Centro-Sul do país registrou temperaturas entre 3°C e 7°C graus acima da normalidade nos últimos dois meses


EarthDaily Agro - Publicado: 21 Jun 2024 - 11:16

A EarthDaily Agro constatou que a falta de chuvas persistiu em quase todo o país nos últimos dois meses, ocasionando forte déficit hídrico, com o índice de vegetação (NDVI) apresentando evolução ruim desde o fim de abril.

Na análise obtida por meio do sensoriamento remoto realizado com imagens de satélite, a exceção é o Rio Grande do Sul, onde a precipitação acumulada desde o fim de abril atingiu 556,3 milímetros, cerca de 115% acima da média.

Apesar da proximidade com o inverno, as temperaturas não diminuíram conforme o padrão histórico, aponta a companhia. Nos últimos dez dias, elas estiveram de 3°C a 7°C acima da normalidade no Centro-Sul, diminuindo a possibilidade de geadas no fim do ciclo do milho safrinha, principalmente no Paraná.

“No oeste do Paraná, as temperaturas foram recordes em comparação aos últimos 20 anos. Esse calor diminui os riscos de geadas, mas aumenta a evapotranspiração, reduzindo a umidade do solo, um fator que pode afetar o fim do ciclo do milho safrinha e o início da safra de trigo”, explica o analista Felippe Reis, da EarthDaily Agro.

Ainda segundo a análise da empresa, a umidade do solo está baixa em importantes regiões produtoras de trigo, como Paraná e São Paulo.
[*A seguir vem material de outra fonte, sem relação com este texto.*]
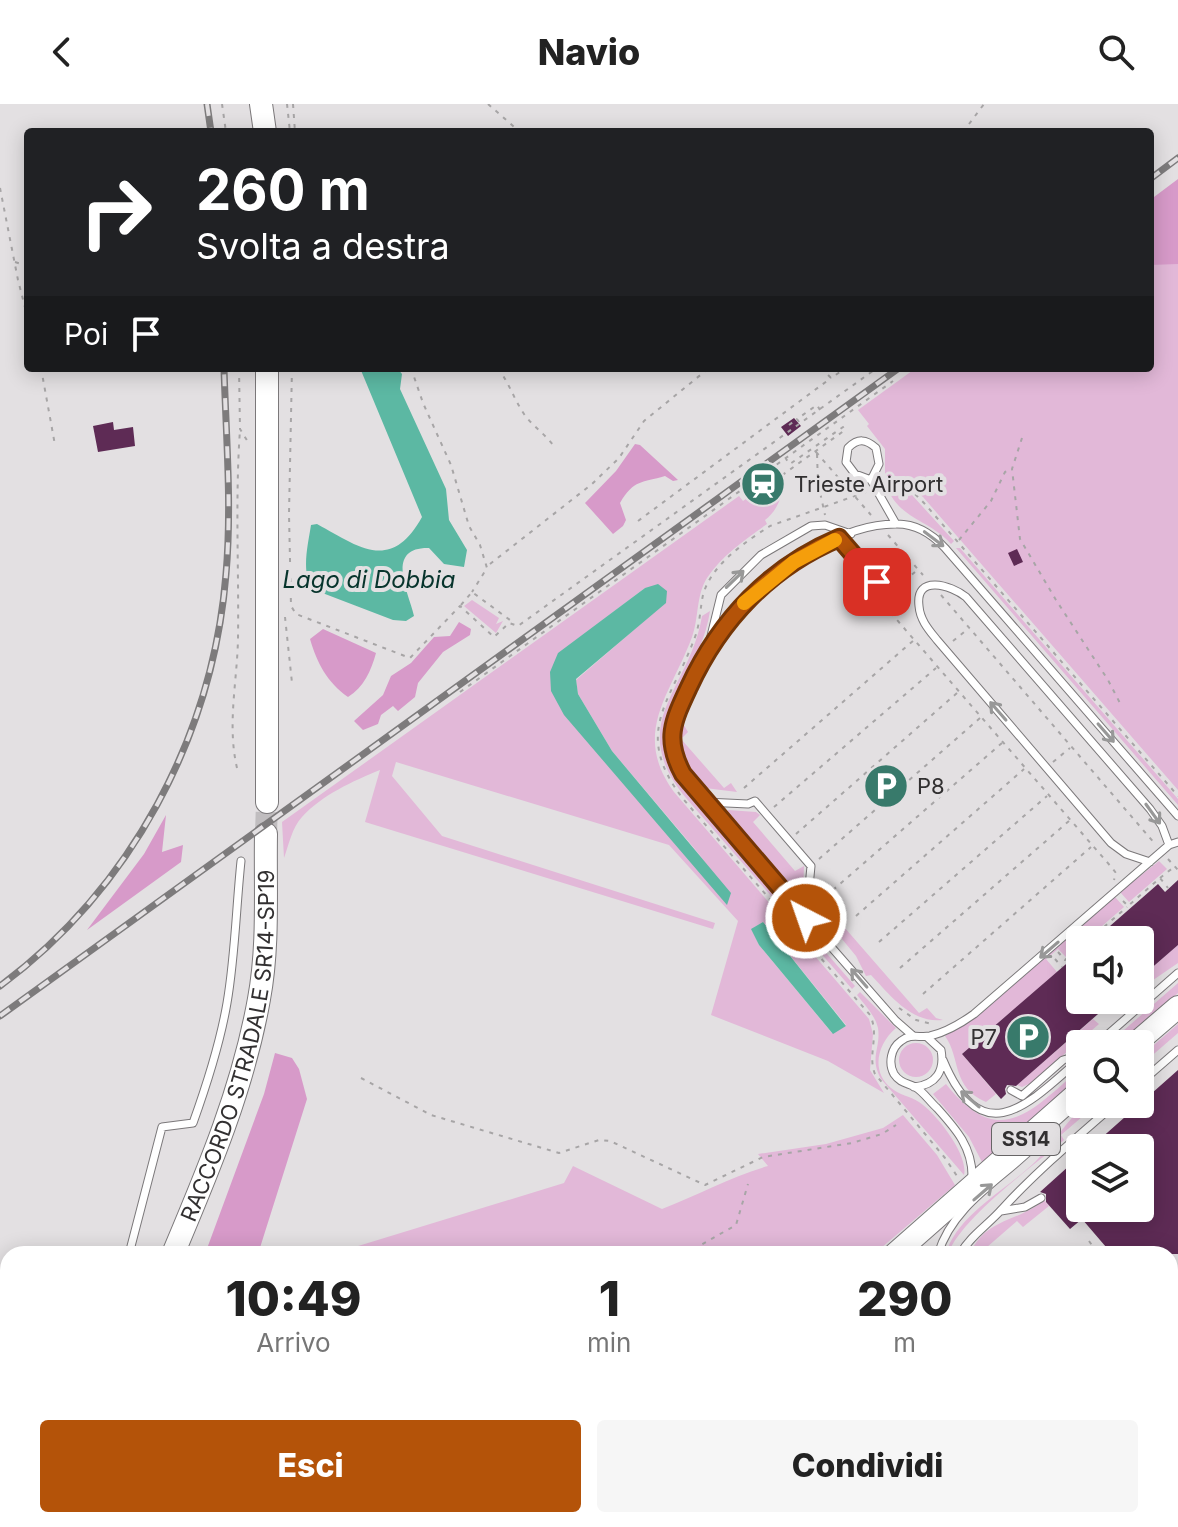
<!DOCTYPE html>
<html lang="it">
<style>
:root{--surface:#fff;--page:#f6f6f6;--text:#222;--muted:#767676;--accent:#b45309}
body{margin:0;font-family:Inter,sans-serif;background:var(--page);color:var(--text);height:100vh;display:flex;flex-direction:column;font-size:30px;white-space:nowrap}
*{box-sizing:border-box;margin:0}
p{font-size:26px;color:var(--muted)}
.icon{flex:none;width:44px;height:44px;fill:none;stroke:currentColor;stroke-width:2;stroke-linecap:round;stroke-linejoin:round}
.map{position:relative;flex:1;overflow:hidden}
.panel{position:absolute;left:0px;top:1142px;width:1178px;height:282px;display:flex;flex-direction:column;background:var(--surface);border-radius:24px 24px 0 0;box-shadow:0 4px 20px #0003}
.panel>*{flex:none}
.hud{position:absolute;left:24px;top:24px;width:1130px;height:244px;border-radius:8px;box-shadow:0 4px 20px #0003;background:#202124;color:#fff;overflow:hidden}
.tools{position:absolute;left:1066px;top:822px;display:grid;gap:16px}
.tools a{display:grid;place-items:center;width:88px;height:88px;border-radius:8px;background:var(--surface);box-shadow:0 4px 20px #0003;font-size:40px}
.pin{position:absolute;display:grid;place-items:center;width:68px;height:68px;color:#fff;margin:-34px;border-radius:16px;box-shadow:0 4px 12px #0006}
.me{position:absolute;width:88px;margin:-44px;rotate:319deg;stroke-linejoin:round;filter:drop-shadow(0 0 6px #0008)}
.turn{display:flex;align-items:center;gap:28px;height:168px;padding:0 40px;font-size:36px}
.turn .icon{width:104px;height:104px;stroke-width:2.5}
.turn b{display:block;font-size:56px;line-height:68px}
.then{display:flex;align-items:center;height:76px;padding:0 40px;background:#0003;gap:16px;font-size:30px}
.eta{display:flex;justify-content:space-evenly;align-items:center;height:136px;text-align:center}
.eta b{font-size:48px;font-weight:800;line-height:56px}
.cta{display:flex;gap:16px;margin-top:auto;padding:16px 40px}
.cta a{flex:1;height:92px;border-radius:8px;background:var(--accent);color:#fff;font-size:32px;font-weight:800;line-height:92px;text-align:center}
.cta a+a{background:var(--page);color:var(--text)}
header{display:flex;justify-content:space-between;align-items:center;height:104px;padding:0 40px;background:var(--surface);font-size:36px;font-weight:800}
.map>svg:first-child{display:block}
.green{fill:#e2b8d8;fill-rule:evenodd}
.forest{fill:#d79ac9}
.water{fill:#5cb8a3}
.building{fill:#5e2b55}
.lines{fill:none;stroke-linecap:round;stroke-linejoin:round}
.primary-tunnel{stroke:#c0bdbf;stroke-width:22;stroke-dasharray:22 11;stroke-linecap:butt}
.service-casing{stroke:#7b787a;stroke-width:9}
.primary-casing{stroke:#7b787a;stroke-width:24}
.path{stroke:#a7a5a6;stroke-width:2;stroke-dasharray:4 6;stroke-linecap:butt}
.service{stroke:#fff;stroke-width:7}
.primary{stroke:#fff;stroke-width:22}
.rail-casing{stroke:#7d7b7c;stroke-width:7}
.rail{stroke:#e3e0e2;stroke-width:4;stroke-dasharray:12;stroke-linecap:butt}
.oneway{stroke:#989898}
.route-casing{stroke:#753606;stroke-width:20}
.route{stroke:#b45309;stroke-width:14}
.slow{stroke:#f59e0b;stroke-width:14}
.labels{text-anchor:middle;stroke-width:8;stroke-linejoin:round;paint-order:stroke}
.shield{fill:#e3e0e2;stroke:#676566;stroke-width:2}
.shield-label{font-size:20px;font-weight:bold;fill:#323031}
.poi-label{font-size:22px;fill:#323031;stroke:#e3e0e2;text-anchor:start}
.street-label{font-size:22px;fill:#323031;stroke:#e3e0e2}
.water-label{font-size:24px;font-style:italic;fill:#07342c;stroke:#e3e0e2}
</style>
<header><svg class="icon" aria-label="back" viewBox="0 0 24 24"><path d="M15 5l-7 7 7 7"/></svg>Navio<svg class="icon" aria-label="search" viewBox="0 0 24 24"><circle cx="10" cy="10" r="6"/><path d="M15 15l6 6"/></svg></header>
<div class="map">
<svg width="1178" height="1423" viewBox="0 0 1178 1423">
<rect width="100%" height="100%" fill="#e3e0e2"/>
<path class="green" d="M1167,158L1178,160V686L923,393L909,383L885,377V345L867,322L869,320L858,306L916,264H1150V161Z
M782,375C784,391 777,407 765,416L767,420C746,435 721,452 707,474C696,491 699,514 692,533C671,590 631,629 674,688L869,915L873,930L870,966L884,989L828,957L711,911L738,817L669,741L396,658L392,672L442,732L715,819L713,825L365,718L380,666C353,677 322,691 302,713C292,724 289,740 284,754L282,718L739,392L743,397L768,379L771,383ZM645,484L665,499L576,576L578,590L612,647L705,757L551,586L559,549ZM763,818L846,921V922L832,929L759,841L752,825Z
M887,384L912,391L954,437L951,440C930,416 901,416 887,384Z
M956,444H960L1178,695V701Z
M472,496L499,514L496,520L503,517L496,529L464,502Z
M710,507C699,581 628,617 690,692L855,882L852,885L686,694C624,619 690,586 702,512Z
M682,618L688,628L681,635L724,684L731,679L737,688L705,684C685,668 674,643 682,618Z
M728,706L756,708L760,711L753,718L795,767L804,762L803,788H794L726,710Z
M1159,757L1167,765L1129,798L1120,788Z
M823,784L831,793L824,800L919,909L927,904L936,914L943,916C912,920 890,891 871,871L866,872L856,852L823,812L821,803Z
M1115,793L1124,803L1086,836H1080V841L1066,853L1058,845L1046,855L1057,868L962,950L996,990L986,998C951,983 961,954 945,932L978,912Z
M1178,841V859L1140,885V874Z
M1178,879V889L1119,940H1108Z
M860,888L896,924C878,939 870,967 891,984C899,991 910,992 919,998C936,1009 969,1051 964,1071L881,975C869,953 881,945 878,924C875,911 864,900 857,891Z
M1093,915L1099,920L1031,979L1022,983L1017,981Z
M1178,920V929L1140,962V953Z
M899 956a17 17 0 1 1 34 0a17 17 0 1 1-34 0Z
M1080,965V974L982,1058L969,1033L933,990L946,980C999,1047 1030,1008 1080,965Z
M1086,1000H1097L1061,1031L1064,1036C1033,1062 961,1114 948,1150H946C956,1111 1009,1084 1036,1057C1054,1039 1066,1017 1086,1000Z
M903,1011L937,1051L955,1081L874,1150H332L564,1079L573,1062L662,1105C698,1091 732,1072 768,1062L758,1050L826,1040L883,1024Z
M1044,1096L1049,1102L1023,1123L1017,1117L979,1150H970C985,1114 1019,1118 1044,1096Z
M430,1416H565L557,1423H435Z
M993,1416H1028L1024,1423H985Z
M1044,1416H1085L1091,1423H1039Z"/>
<path class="forest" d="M1178,75V160L1150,161V96Z
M635,340L640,341L678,376L673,377L665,372C642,379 634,375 620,399L626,416L623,422L613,430L585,399L616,367Z
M459,518L471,525L470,531L443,548L418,579L415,593L398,607L393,602L381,611L378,620L363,626L354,617L383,591L391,572L411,559L434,533L450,532Z
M323,525L376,549C371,567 364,583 348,593C327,578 317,559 310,535Z
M166,711L162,748L183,741L181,758L87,826L144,750Z
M275,949L292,954L299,965L307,995L258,1150H205L264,990Z"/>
<path class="water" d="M360,264H397L402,270L400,285L446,385L449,416L467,446L464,463L444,460L429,444C384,443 409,489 414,512L406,517L393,516L312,485C301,467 308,441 311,421L317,420C359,443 391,469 422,413Z
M658,480L667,487L666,499L576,575L578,590L612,647L731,789L727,801L564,611L551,587L550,568L558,549L645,484Z
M763,818L846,922L833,930L759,841L751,825Z"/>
<path class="building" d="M794,314L801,322L788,332L781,323Z
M113,318L114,326L133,323L135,342L98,348L93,322Z
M1017,445L1023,458L1014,462L1008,449Z
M1178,776V841L1140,874V836H1094L1158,780L1165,788Z
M1080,848V896H1114L1016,982L1007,981L1005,985L1006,990L1001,995L962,950Z
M1178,966V1150H1112L1082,1115L1070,1125L1046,1098V1090L1040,1088L1080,1052V1104H1140V1044H1090Z"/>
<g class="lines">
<path class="primary-tunnel" d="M266,730L267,698"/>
<g class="service-casing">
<path id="service" d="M871,376L855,370L846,358L848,344C858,334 866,335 876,344L879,360L871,376L896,420
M839,434L877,478
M709,540L721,491L761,451L811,422L825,421L851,430
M705,698L748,700L755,697L811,762L806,814
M1150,758L1126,750L1111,739L937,536C929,526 920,516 919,502C915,470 951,481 966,493L1150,705L1162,722L1169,741
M912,931L896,917L692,684C681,669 672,653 672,634C671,617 680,603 687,588C701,556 718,526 743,500C778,463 844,419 897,420C916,420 933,431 945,444L1178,712
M1097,940L1178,869
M943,956C982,1050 1029,1000 1080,955
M1140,979L1178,946
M914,983C936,981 945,967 941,946L927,933
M1011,986L1022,992L1063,956L1080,951
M972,1074C973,1044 956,1025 937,1004C930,998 923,987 915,983C907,979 900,979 894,970C888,959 891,944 901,937C911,929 919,934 930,932C947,928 960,920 974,910L1169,741L1178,738
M1001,1107L1025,1103L1041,1094
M129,1150L162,1023L193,1019C207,980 220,940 227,899C235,853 236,805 241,757
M938,1150C955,1094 1015,1069 1050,1026
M960,1150C971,1131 988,1121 1002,1105C1037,1067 1076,1034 1115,1000
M1170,1257L1178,1251
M1122,1416L1128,1423
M1168,1416L1172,1423
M31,1423L35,1416
M594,1423L603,1416
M1032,1423L1035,1416"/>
</g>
<g class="primary-casing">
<g id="primary">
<path d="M261,0L265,28"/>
<path d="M267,698V264"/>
<path d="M1135,940L1178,903"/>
<path id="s1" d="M173,1150C208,1067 243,985 259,895C269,841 265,785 266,730"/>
<path d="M895,1150L1080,987"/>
<path d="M121,1416L123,1423"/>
<path d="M580,1423L588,1416"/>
</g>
</g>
<path class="path" d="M222,0L226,28
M287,0L290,28
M293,0L295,28
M488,0L520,28
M963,28L984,0
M0,84L18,176L28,215
M15,158L28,162
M41,264L55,341
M239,264L240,325L248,338
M292,264L289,410L291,502L296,510L410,554L460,502L494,533L509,519L518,522L877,264
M411,264L423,299L451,361L469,422L480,441L487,464L472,488
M498,264C509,279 514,295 524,310C533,323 547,331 555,344
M821,264L831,274L846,264
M799,318L797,315L817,301L820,306
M789,321L797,315
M1022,334L1012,365L1020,435L1056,496L1108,576L1121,601
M816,348L871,411
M817,350L818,379L825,411
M774,377L845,326L843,323L790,360L786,355
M887,382L912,387L924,399L1178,692
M866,388L770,422C745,438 711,461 703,491C700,505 700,520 695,533C671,599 631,628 684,696L870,911C880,932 867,950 875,970L945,1054L957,1072
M638,417L831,274
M888,431L923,471
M959,436L991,397L1005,368L1011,365
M490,460L592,380L619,354L644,317L709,264
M871,486L1113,765L1116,769L1114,776
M941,491L1156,741
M882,497L916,467
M461,501L472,488L514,519
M285,513L292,579
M953,537L969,524
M460,588L893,277
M1053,658L1070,644
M237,664C227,621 237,579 238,535C239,466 235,395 240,326
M744,684L914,536
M774,703L936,564
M796,730L957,589
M819,755L980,614
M1168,755L1178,766
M1160,774L1174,763
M833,786L1002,639
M1123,797L1128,802L1160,774L1168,784
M856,812L1024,665
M1089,836L1127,803
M879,838L1047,692
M1058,848L1065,856L1080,843
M1055,855L1062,863
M900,864L1069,717
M923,890L1091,743
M899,904L916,916L932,920
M361,974L431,1011L559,1049L599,1036L610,1037L705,1081L763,1053L852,1039L882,1030L896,1021
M1118,1010L1122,1015
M1089,1137L1094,1144V1150
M685,1150L736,1121L748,1080
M294,1416L313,1423
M420,1416L426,1423
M58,1423L62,1416"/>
<use href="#service" class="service"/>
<use href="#primary" class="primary"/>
<g class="rail-casing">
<path id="rail" d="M207,0L211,28
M1150,75L1178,54
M0,882C131,785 213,632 226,470C232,402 226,332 224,264
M0,912L899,264"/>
</g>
<use href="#rail" class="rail"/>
</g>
<defs><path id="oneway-shaft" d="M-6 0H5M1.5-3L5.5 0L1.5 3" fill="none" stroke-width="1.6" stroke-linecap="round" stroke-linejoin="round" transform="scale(2)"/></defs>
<g class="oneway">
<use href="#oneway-shaft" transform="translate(934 435) rotate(37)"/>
<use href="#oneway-shaft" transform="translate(735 475) rotate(-44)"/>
<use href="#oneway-shaft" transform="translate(998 607) rotate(-131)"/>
<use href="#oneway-shaft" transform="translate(1106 629) rotate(49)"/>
<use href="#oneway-shaft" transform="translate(1153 710) rotate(54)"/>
<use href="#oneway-shaft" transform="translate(1049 846) rotate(139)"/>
<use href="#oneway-shaft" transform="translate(859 874) rotate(-131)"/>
<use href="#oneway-shaft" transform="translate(970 995) rotate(-139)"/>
<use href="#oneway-shaft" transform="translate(983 1088) rotate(-41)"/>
</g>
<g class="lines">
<g class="route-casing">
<path id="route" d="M806,814L683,670C664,635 673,617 689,583C720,516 770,463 839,434L877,478"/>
</g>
<use href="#route" class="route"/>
<path class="slow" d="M744,499L794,458L835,436"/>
</g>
<defs>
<g id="station-disc" transform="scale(2.3)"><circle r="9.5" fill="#387a6b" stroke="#e3e0e2"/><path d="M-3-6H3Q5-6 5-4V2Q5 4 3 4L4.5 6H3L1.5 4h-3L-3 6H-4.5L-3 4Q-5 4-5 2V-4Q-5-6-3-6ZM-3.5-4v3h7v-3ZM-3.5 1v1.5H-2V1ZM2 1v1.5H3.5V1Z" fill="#fff"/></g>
<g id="parking-disc" transform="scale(2.3)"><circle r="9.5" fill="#387a6b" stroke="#e3e0e2"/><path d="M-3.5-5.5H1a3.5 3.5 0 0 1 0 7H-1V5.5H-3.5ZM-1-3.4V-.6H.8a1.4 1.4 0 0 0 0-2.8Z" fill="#fff"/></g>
</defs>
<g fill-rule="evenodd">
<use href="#station-disc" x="763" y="380"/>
<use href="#parking-disc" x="886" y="682"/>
<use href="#parking-disc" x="1028" y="933"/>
</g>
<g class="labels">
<rect class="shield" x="992" y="1019" width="68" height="32" rx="6"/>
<g class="shield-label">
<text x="1026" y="1042">SS14</text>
</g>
<g class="poi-label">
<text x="794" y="388">Trieste Airport</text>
<text x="917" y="690">P8</text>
<text x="997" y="941" text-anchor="end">P7</text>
</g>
<g class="street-label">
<text dy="8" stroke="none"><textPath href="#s1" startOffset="218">RACCORDO STRADALE SR14-SP19</textPath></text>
</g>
<g class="water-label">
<text x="369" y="484">Lago di Dobbia</text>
</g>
</g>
</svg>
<div class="tools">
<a><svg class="icon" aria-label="sound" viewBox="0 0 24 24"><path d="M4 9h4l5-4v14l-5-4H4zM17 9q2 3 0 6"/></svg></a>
<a><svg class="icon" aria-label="search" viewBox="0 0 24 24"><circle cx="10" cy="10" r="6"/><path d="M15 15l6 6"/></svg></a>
<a><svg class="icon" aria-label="layers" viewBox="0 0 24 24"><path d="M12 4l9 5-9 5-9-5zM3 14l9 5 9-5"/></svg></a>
</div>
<div class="pin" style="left:877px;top:478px;background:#d93025"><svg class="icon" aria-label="arrive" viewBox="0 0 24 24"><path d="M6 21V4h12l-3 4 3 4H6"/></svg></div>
<svg class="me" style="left:806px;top:814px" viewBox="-20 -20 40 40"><circle r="17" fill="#b45309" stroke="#fff" stroke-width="3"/><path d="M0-11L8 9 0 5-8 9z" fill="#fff"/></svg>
<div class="hud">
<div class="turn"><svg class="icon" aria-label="right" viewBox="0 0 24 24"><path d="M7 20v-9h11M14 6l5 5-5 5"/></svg><div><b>260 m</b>Svolta a destra</div></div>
<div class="then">Poi<svg class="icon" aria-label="arrive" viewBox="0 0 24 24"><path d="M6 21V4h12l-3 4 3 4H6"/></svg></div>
</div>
<section class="panel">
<div class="eta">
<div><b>10:49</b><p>Arrivo</p></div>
<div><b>1</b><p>min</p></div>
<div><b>290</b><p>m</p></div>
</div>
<div class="cta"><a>Esci</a><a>Condividi</a></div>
</section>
</div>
No Rio Grande do Sul, a alta umidade devido às fortes chuvas impede operações de campo e pode afetar a área destinada ao cereal.

Além disso, a EarthDaily Agro não tem previsão de retorno das chuvas para a maior parte do país, com exceção do Sul, principalmente no Rio Grande do Sul, onde precipitações acima da média ainda são esperadas.

Os dados da companhia apontam que o início de inverno deve começar quente, com temperaturas acima da média em quase todo o país, diminuindo o risco de geadas no sudeste do Mato Grosso do Sul. Já a umidade do solo deve continuar baixa em importantes regiões produtoras de trigo, como Paraná e São Paulo, atingindo 50% abaixo da média em algumas localidades.

“Ainda há tempo para recuperação, mas isso depende de mais chuvas, não previstas para os próximos dias”, conclui a EarthDaily Agro.